The instant arbitration arises out of the transfer of Stefen Shibley’s interest in Lenox Financial Mortgage, LLC (“Lenox”), to First Option. In exchange for Shibley’s interest in Lenox, First Option agreed to pay Shibley to provide general management services to Lenox’s former branch locations in Buckhead. The agreement of the parties (the “Agreement”) was executed on December 29, 2010 by [15]*15Shibley, as President of S & S, and by Tim Burford as Managing Partner and CEO of First Option.

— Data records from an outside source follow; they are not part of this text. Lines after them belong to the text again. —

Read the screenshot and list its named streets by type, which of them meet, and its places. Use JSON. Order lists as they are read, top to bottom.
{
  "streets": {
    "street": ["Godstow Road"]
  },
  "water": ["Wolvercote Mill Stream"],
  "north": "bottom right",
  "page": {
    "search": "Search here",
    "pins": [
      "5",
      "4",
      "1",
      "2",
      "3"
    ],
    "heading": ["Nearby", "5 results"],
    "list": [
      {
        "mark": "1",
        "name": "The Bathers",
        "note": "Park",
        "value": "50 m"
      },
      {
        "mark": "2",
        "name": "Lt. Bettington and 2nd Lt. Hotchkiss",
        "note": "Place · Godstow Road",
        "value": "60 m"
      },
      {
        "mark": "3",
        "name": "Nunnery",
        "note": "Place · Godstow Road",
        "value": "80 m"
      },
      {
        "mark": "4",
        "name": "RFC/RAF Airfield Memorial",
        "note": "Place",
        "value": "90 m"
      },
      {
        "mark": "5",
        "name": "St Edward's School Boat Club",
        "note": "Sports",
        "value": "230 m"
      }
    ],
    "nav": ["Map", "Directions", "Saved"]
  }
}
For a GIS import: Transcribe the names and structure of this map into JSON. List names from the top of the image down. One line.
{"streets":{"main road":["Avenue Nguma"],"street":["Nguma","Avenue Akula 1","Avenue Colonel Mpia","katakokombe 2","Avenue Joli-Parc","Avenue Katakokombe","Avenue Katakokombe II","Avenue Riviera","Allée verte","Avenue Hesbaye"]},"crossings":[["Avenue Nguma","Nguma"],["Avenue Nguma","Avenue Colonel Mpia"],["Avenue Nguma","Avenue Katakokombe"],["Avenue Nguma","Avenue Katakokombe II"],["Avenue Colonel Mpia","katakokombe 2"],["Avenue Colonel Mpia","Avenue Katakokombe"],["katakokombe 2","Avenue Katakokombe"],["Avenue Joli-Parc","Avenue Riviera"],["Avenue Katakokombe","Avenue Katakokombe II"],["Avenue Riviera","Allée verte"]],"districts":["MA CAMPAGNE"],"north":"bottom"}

Among other provisions, the Agreement contained a broad arbitration clause in which the parties expressly agreed that Commercial Arbitration Rules (“Arbitration Rules”) of the American Arbitration Association (“AAA”) would govern as follows:

Resolution by Arbitration. If the Parties are unable to resolve the Dispute within the above described period or through mediation as provided above, then the Parties shall enter into binding arbitration as set forth herein. Any Dispute shall be resolved by binding arbitration in Atlanta, Georgia, pursuant to the Commercial Arbitration Rules (“Rules”) of the [AAA]. The arbitration tribunal shall consist of a sole neutral arbitrator appointed by the AAA pursuant to the Rules.

Further, the parties agreed that any award rendered by the arbitrator would be final and subject to entry of a final judgment thereon by “any court having jurisdiction over the Party.”

The Agreement required First Option to make three types of payments to S & S: management fees, equity consideration payments, and profit consideration payments. The amount of the foregoing payments turned on performance benchmarks; however, the minimum monthly management fee due S & S from First Option was not so limited, such fee as payable only “in accordance with [First Option’s] policy for the scheduling of salary payments to employees as in effect from time to time.” Further, the Agreement obligated First Option to continue such payments throughout the entire five-year term of the Agreement unless it terminated the Agreement for cause1 or S & S terminated the Agreement without good reason.2

[16]*16On April 22, 2011, First Option suspended S & S with pay for a period of one week while it addressed allegations that S & S employees under Shibley’s supervision had been allowed to consume alcohol on company premises. Two days earlier First Option had given S & S notice of its dissatisfaction with S & S’s performance of the services it was required to provide under the Agreement. On May 17, 2011, S & S terminated the Agreement for good reason alleging, among other things, that First Option had breached the Agreement by refusing to pay the management fee, by relocating the Buckhead branch locations to its call center without its prior written consent, and by improperly suspending S & S. Later the same day, First Option terminated the Agreement for cause asserting that S & S had not pointed to reasons sufficient to terminate the Agreement for good reason.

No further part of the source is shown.